Shweb tried to describe the group’s goals as follows: [to] We create value for our shareholders by investing in a variety of portfolios rather than one investment stream. ”

“We make acquisitions, we create synergies, and then we diversify,” he said.

As an example, if IHC acquires a telecom company, it said it would integrate into IHC’s services side and expand into “solutions” and “hardware sales.” In agriculture, there was a plan to supply food “from farm to table.”

He added that the company has a war chest of $10 billion for investments and is targeting group revenue growth from $7.7 billion in 2021 to $27 billion in 2023, primarily through acquisitions.

“Our five-year plan is to reach 1 trillion dirhams [$272bn] At least in terms of earnings, acquisitions, and our own business, we’re doing very well,” Shub said.

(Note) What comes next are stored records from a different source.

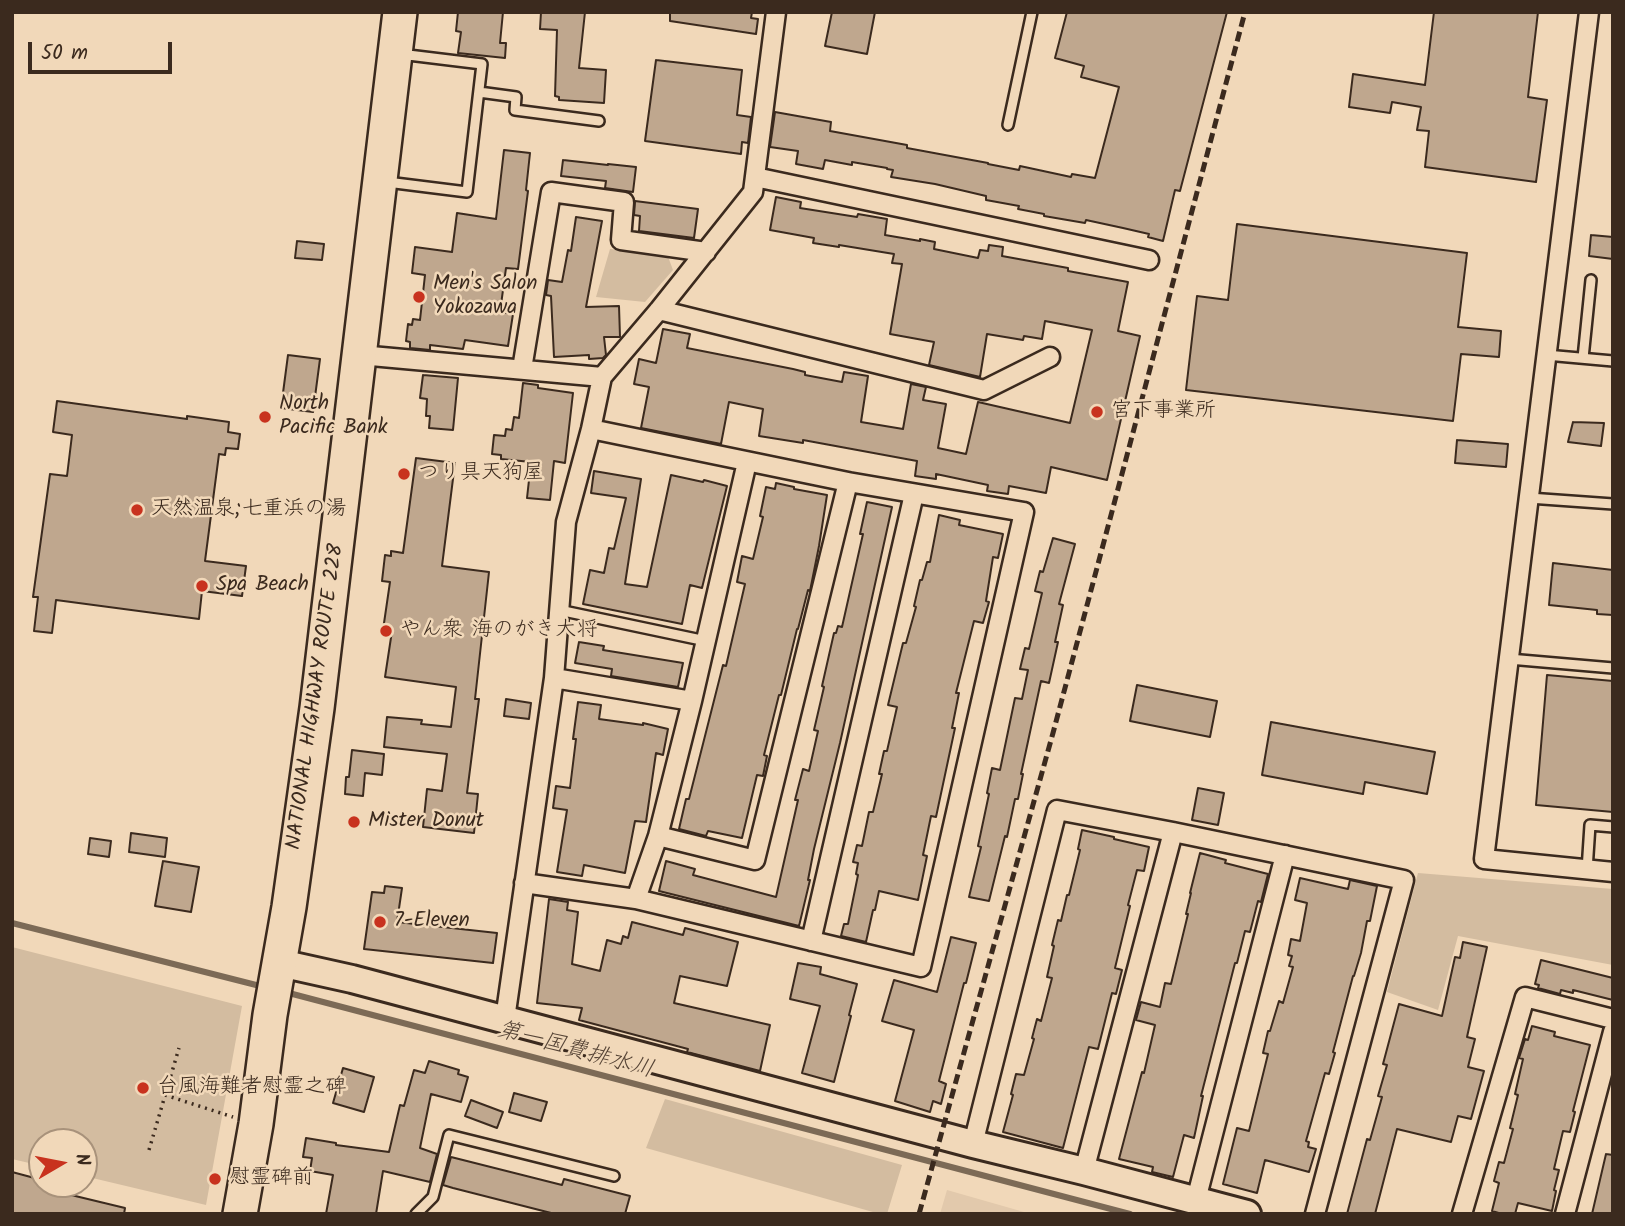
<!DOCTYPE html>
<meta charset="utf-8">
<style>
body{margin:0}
#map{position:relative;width:1625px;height:1226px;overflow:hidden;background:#f1d8b9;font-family:Kalam,sans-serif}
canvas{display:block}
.frame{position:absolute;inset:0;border:14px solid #3b2a1e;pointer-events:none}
.north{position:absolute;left:28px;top:1128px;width:70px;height:70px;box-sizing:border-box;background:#f1d8b9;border:2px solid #a8927b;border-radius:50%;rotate:80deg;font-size:19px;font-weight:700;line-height:28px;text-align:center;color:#3b2a1e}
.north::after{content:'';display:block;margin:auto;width:24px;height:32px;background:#c8321e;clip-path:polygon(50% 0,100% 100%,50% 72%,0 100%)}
.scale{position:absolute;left:28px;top:42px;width:144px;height:32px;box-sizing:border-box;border:4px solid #3b2a1e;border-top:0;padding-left:9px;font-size:21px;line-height:24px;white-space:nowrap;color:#3b2a1e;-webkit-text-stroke:5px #f1d8b9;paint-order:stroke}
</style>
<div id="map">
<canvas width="1625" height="1226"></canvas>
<div class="frame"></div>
<div class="north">N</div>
<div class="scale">50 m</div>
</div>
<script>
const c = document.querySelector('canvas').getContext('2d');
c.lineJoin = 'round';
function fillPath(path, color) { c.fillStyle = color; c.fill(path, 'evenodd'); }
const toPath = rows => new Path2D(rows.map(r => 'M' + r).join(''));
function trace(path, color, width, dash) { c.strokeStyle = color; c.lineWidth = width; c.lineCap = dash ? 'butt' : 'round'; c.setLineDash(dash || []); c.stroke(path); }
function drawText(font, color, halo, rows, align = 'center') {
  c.font = font + ' Kalam,"Klee One",sans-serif'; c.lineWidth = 5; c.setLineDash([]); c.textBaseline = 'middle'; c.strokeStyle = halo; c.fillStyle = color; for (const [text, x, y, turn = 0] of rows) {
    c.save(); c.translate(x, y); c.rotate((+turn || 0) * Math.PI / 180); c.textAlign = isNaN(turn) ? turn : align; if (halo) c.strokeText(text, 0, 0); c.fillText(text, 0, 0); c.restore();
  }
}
const built = toPath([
 [947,1190,1031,1214,940,1214]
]);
const green = toPath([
 [610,249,667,254,673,270,645,302,596,297],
 [1418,873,1613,889,1613,965,1458,936,1438,1010,1387,992],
 [12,947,242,1006,206,1205,84,1176,84,1142,42,1142,42,1166,12,1159],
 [665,1099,902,1165,887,1214,880,1214,646,1148]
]);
const stream = toPath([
 [12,923,264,987],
 [285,992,1130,1214]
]);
const building = toPath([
 [458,12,503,12,500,43,506,43,505,58,458,53,461,32,456,31,458,12],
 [541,12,585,12,579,68,606,70,604,103,559,100,559,97,555,96,557,30,540,29,541,12],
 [670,12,752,12,751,18,758,19,756,34,670,21,670,12],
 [832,12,875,12,867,54,825,46,832,12],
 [1067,12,1227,12,1180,191,1175,190,1163,241,1148,237,1149,234,1123,228,1086,220,1085,223,1044,216,1044,214,1018,209,1019,206,986,200,986,196,935,184,891,177,893,170,887,169,887,168,852,162,852,165,825,160,823,169,796,164,798,151,770,147,775,112,831,122,830,131,907,145,907,148,988,163,988,164,1019,170,1020,166,1071,177,1072,174,1095,178,1119,87,1081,77,1084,66,1055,58,1067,12],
 [1434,12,1538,12,1528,97,1547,100,1536,182,1425,167,1429,131,1417,130,1421,107,1392,102,1390,113,1349,107,1353,74,1425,85,1434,12],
 [656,60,742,70,737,115,751,117,748,143,742,142,741,154,645,141,656,60],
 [504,150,530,153,526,190,528,191,518,269,506,268,500,312,513,314,508,346,465,340,463,349,430,345,430,350,410,348,410,342,406,341,408,324,412,325,413,319,420,320,425,275,412,273,415,247,452,252,457,213,496,219,504,150],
 [563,160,608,165,608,164,636,167,633,192,605,188,606,181,561,176,563,160],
 [776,197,801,202,800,208,857,217,858,214,887,219,885,235,920,241,920,239,935,242,934,249,978,258,980,250,988,251,989,245,1003,247,1002,256,1068,268,1068,271,1128,282,1118,331,1140,336,1107,480,1051,467,1046,493,1009,486,1008,494,987,491,988,485,936,474,936,479,915,476,917,461,803,440,803,443,759,436,763,409,729,402,721,444,641,428,649,387,634,384,639,359,656,363,663,329,690,334,687,348,793,369,805,372,805,375,842,382,844,372,868,376,861,422,903,429,911,384,926,387,923,400,946,404,938,448,966,454,978,402,1070,423,1092,330,1045,321,1042,339,1024,336,1023,340,987,334,980,377,929,365,934,342,890,334,902,264,892,263,894,254,839,245,839,247,813,243,814,238,770,230,776,197],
 [635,201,698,209,694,238,639,231,640,216,634,215,635,201],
 [576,217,602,221,586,307,619,306,620,337,604,337,606,355,603,358,589,359,589,355,554,357,551,296,546,295,548,280,562,282,568,250,571,251,576,217],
 [1237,224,1467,253,1458,327,1501,331,1499,357,1461,354,1453,421,1186,390,1197,296,1228,300,1237,224],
 [1591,235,1613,237,1613,259,1589,256,1591,235],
 [297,241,324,244,322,260,295,258,297,241],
 [288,355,320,359,313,412,281,408,288,355],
 [423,375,458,378,453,430,429,428,430,416,426,416,427,399,420,398,423,375],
 [523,383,538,385,538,388,573,393,565,463,554,461,550,500,527,498,531,462,501,459,501,455,492,454,494,435,505,436,506,429,512,430,514,417,519,418,523,383],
 [57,401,187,419,187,416,229,422,228,432,240,434,238,449,226,448,225,455,219,454,205,561,246,566,242,596,202,591,199,619,56,600,52,633,34,631,38,597,33,597,50,474,67,476,72,435,53,432,57,401],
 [1573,422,1604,423,1601,446,1568,442,1573,422],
 [1457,440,1508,444,1506,467,1455,463,1457,440],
 [416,458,455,463,442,566,489,572,475,699,479,699,467,793,478,794,474,833,423,827,427,789,442,791,447,754,384,747,387,717,422,720,421,724,451,727,456,687,385,677,392,631,383,630,390,582,382,581,385,555,391,556,391,551,403,553,416,458],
 [594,471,641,479,625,584,647,587,671,475,703,482,704,480,727,486,702,588,690,585,682,624,583,604,590,570,604,573,609,548,614,549,626,498,591,493,594,471],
 [776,483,794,487,794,489,827,495,819,546,810,591,808,590,798,629,797,629,781,695,779,695,764,755,767,756,763,776,757,775,742,838,708,831,706,836,679,829,686,799,689,799,723,665,726,666,745,584,737,582,742,556,753,559,763,517,760,516,766,487,775,489,776,483],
 [867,502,892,507,840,743,814,849,808,880,810,880,799,926,659,891,666,861,695,869,693,875,776,897,798,800,795,800,803,769,809,771,818,731,814,730,824,687,822,686,834,633,836,633,838,626,842,627,863,534,860,534,867,502],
 [939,515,960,520,959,525,1003,534,998,558,993,557,986,601,989,602,983,623,974,621,956,693,959,693,952,728,955,728,936,817,931,816,923,855,927,856,918,900,879,891,875,910,873,910,866,942,841,936,844,924,848,924,858,875,856,874,858,863,853,862,857,845,862,846,869,812,873,812,882,774,879,774,884,751,887,751,897,707,888,705,903,643,906,643,916,607,914,606,920,580,922,580,927,562,930,562,939,515],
 [1053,538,1075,544,1059,604,1063,605,1055,642,1058,642,1049,683,1041,681,1021,774,1023,774,1018,799,1015,799,1007,837,1005,836,989,901,969,897,981,847,978,846,989,794,987,793,992,768,1000,770,1015,698,1022,699,1028,670,1020,669,1025,648,1029,649,1042,593,1035,591,1040,571,1043,572,1053,538],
 [1553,563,1613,570,1613,615,1597,614,1597,610,1549,605,1553,563],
 [579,642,604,646,603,650,683,663,678,687,611,676,612,669,575,663,579,642],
 [1547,675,1613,681,1613,812,1536,805,1547,675],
 [1137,685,1217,701,1210,737,1130,721,1137,685],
 [506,699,531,703,529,719,504,716,506,699],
 [578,702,601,705,599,719,643,725,643,723,668,729,663,755,656,753,646,822,635,821,625,873,584,865,582,876,557,872,567,810,553,808,556,786,570,788,576,739,573,739,578,702],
 [1271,722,1435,752,1427,794,1365,782,1363,794,1262,775,1271,722],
 [352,750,384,754,382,775,365,773,363,796,345,794,346,777,349,777,352,750],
 [1198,788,1224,793,1218,825,1192,820,1198,788],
 [1082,830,1114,837,1114,839,1149,847,1144,871,1137,870,1128,905,1130,906,1115,968,1122,970,1116,994,1112,993,1098,1049,1089,1047,1063,1148,1003,1132,1013,1095,1011,1094,1016,1074,1024,1075,1034,1039,1032,1038,1037,1019,1041,1021,1052,978,1047,977,1054,946,1052,945,1058,920,1061,921,1067,895,1069,895,1080,850,1078,849,1082,830],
 [131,833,167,838,165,857,129,852,131,833],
 [90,838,111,841,109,857,88,854,90,838],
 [1200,853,1226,860,1225,863,1268,874,1261,902,1258,901,1250,932,1245,931,1237,963,1235,963,1201,1096,1203,1096,1194,1138,1184,1135,1173,1177,1152,1172,1153,1167,1119,1159,1142,1072,1144,1073,1155,1025,1136,1020,1141,1002,1160,1007,1165,983,1171,984,1188,914,1186,914,1191,893,1190,893,1200,853],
 [163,861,199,867,191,912,155,906,163,861],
 [1300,878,1348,889,1350,880,1377,886,1370,921,1367,921,1361,953,1354,976,1353,976,1333,1052,1335,1053,1329,1074,1325,1073,1306,1141,1309,1142,1308,1147,1316,1149,1309,1172,1265,1160,1257,1193,1223,1184,1237,1128,1249,1131,1268,1054,1263,1053,1268,1031,1270,1031,1279,1001,1283,1003,1293,967,1289,966,1292,956,1288,955,1291,939,1300,941,1307,903,1295,900,1300,878],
 [385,886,402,888,397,922,497,933,493,963,364,949,372,892,384,893,385,886],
 [549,899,568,902,567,910,578,912,572,964,600,971,607,940,621,944,623,936,628,938,632,922,683,935,685,928,738,942,727,986,680,976,674,1003,770,1025,760,1071,687,1052,688,1049,579,1020,582,1008,537,1003,549,899],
 [951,937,976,943,966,983,964,983,939,1081,946,1084,941,1104,933,1101,930,1112,895,1101,914,1030,882,1021,894,980,937,992,951,937],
 [1463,942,1487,947,1467,1037,1475,1039,1468,1067,1484,1071,1471,1119,1458,1116,1451,1142,1397,1129,1375,1214,1347,1214,1367,1139,1370,1140,1382,1097,1378,1096,1387,1065,1383,1064,1399,1004,1442,1016,1455,957,1460,958,1463,942],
 [1541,960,1613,978,1613,1000,1573,990,1573,993,1561,990,1560,994,1538,988,1539,985,1535,984,1541,960],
 [798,963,821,967,820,974,857,984,849,1015,851,1016,834,1082,802,1073,820,1006,790,999,798,963],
 [1532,1026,1555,1032,1554,1036,1590,1045,1573,1111,1575,1112,1570,1132,1563,1131,1554,1169,1559,1170,1554,1190,1556,1191,1552,1211,1518,1203,1515,1214,1502,1214,1492,1211,1499,1183,1494,1181,1499,1162,1504,1163,1513,1129,1510,1128,1518,1095,1515,1094,1523,1059,1519,1058,1525,1039,1528,1040,1532,1026],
 [429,1061,459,1070,458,1074,468,1077,461,1102,431,1094,420,1148,437,1154,430,1182,383,1171,376,1214,326,1214,333,1175,310,1171,312,1158,303,1157,306,1138,336,1143,336,1145,389,1152,400,1105,404,1106,414,1070,425,1073,429,1061],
 [343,1068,374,1077,364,1112,333,1103,343,1068],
 [514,1093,547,1102,541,1121,509,1112,514,1093],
 [471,1100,503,1112,497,1128,465,1116,471,1100],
 [1606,1154,1613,1155,1613,1214,1592,1214,1606,1154],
 [451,1157,562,1185,564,1179,630,1196,625,1214,555,1214,453,1188,443,1185,451,1157],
 [12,1172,42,1180,42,1184,60,1184,69,1186,67,1194,125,1208,124,1214,12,1214,12,1172]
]);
const path = toPath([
 [165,1095,233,1117],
 [149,1150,179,1048]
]);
const lane = toPath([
 [479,92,516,97,515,110,599,121],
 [1008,125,1032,12],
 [387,182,467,192,482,64,400,54],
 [1546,355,1613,361],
 [1583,358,1591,280],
 [1529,498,1613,504],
 [559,610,706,641],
 [1509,659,1613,668],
 [1587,870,1590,825,1613,827],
 [416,1214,433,1197,449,1135,614,1176]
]);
const street = toPath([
 [1589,12,1484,859,1613,872],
 [755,177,1149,260],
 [659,310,984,390,1050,357],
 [360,355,602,377],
 [522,369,551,192,624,202,621,240,706,252],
 [554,678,692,701],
 [658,836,755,860,848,482],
 [524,883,636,899,921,967,1024,512,848,482,591,429],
 [636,899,658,836,692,701,747,462],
 [811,941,914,494],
 [505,1019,554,678,566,522,591,429,602,377,659,310,753,192,776,12],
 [973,1144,1057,810,1173,832,1404,880,1315,1214],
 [1084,1171,1173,832],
 [1196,1200,1285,855],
 [1462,1214,1525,997,1613,1019],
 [1565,1214,1613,1032]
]);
const secondary = toPath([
 [280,963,352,979,973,1144,1084,1171,1247,1214]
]);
const highway = toPath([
 [240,1214,256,1124,270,1015,289,907,317,708,400,12]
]);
const rail = toPath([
 [919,1214,1053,733,1245,12]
]);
const markers = [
 [419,297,7,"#c8321e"],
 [1097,412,7,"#c8321e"],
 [265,417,7,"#c8321e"],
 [404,474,7,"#c8321e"],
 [137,510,7,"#c8321e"],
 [202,586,7,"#c8321e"],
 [386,631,7,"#c8321e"],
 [354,822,7,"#c8321e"],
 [380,922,7,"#c8321e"],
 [143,1088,7,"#c8321e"],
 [215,1179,7,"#c8321e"]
];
const poiNames = [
 ["Men's Salon",433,285],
 ["Yokozawa",433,309],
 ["North",279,405],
 ["Pacific Bank",279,429],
 ["宮下事業所",1111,412],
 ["つり具天狗屋",418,474],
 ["天然温泉;七重浜の湯",151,510],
 ["Spa Beach",216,586],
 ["やん衆 海のがき大将",400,631],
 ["Mister Donut",368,822],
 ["7-Eleven",394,922],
 ["台風海難者慰霊之碑",157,1088],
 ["慰霊碑前",229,1179]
];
const streetNames = [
 ["NATIONAL HIGHWAY ROUTE 228",317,697,-82]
];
const waterNames = [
 ["第一国費排水川",575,1052,15]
];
fillPath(built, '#e2c9ac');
fillPath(green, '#d3bca0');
trace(stream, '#7c6a56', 6);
fillPath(building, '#bfa78e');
trace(building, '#3b2a1e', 2);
trace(lane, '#3b2a1e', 14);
trace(street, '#3b2a1e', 23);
trace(secondary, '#3b2a1e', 32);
trace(highway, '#3b2a1e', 38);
trace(path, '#3b2a1e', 3.5, [2, 5]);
trace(lane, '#f1d8b9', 9);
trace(street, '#f1d8b9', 18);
trace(secondary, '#f1d8b9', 26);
trace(highway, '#f1d8b9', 33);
trace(rail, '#3b2a1e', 5, [10, 5]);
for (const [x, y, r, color] of markers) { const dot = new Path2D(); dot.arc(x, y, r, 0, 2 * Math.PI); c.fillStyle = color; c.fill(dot); trace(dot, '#f1d8b9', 2.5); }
drawText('21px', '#3b2a1e', '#f1d8b9', poiNames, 'left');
drawText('21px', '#3b2a1e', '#f1d8b9', streetNames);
drawText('italic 23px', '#564436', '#f1d8b9', waterNames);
</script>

The 2022 IHC deal includes a $2 billion investment in three Mumbai-listed companies that are part of the empire of Asia’s richest man, Gautam Adani, and a 50% stake in a Turkish clean energy company. Includes a $500 million offer to purchase % shares, and a $2 billion offer. Buy up to 31.25% of Colombian food group Grupo Nutresa.

Shueb believes IHC made $6.5 billion in profit in the first nine months of 2022. This is a 236% increase for him compared to the same period in 2021, largely due to investments including his stake in Adani companies.

Shueb said IHC’s focus is on technology, healthcare, real estate, construction, food, agribusiness, and general investments. Geographically, we are focusing on Asia and Latin America, and are looking for deals in markets as diverse as Turkey and Indonesia.

“These are advancing economies. , I can reach 100 million people through these companies,” he said.

He added that IHC is “considering certain deals” in the US as well, and already has several stakes, including Elon Musk’s stake in SpaceX. However, he sees Europe as “a very uncertain market at the moment”.

“Lots of very good deals [in Europe]But [we] I don’t know if these good deals will work out,” he added.

“It’s up to them if they want to do it,” Shub said when asked why there hadn’t been an independent study of the group despite the group’s size and ADX’s dominance.

“When I go to the market for my company’s IPO, I get ample questions from the local investor base…they do a fair amount of research into our finances,” he said . “Our book is very open.”

IHC discussed the ratings with credit bureaus, but the process ran into a snag when the bureaus asked what the group was compared to, Shueb said.

“The team is still moving [on the rating and] Maybe we will find a solution,” he added.

He said that excluding trade debts of investee companies, IHC has about AED 10 billion in debt and will consider increasing borrowings as it expands. The group has begun developing relationships with international banks, including securing “billions of dollars” of loans from Standard Chartered, and has been involved with Goldman Sachs and UBS, he added.

Others have to convince the group’s strategy.

“It doesn’t make sense to me because it’s a $200 billion market cap company with less disclosure than much smaller companies and a whole complex of very active listed and unlisted subsidies.

But “I’m sure some banks are looking at what they can do because it’s such an important source of transaction flow,” he added.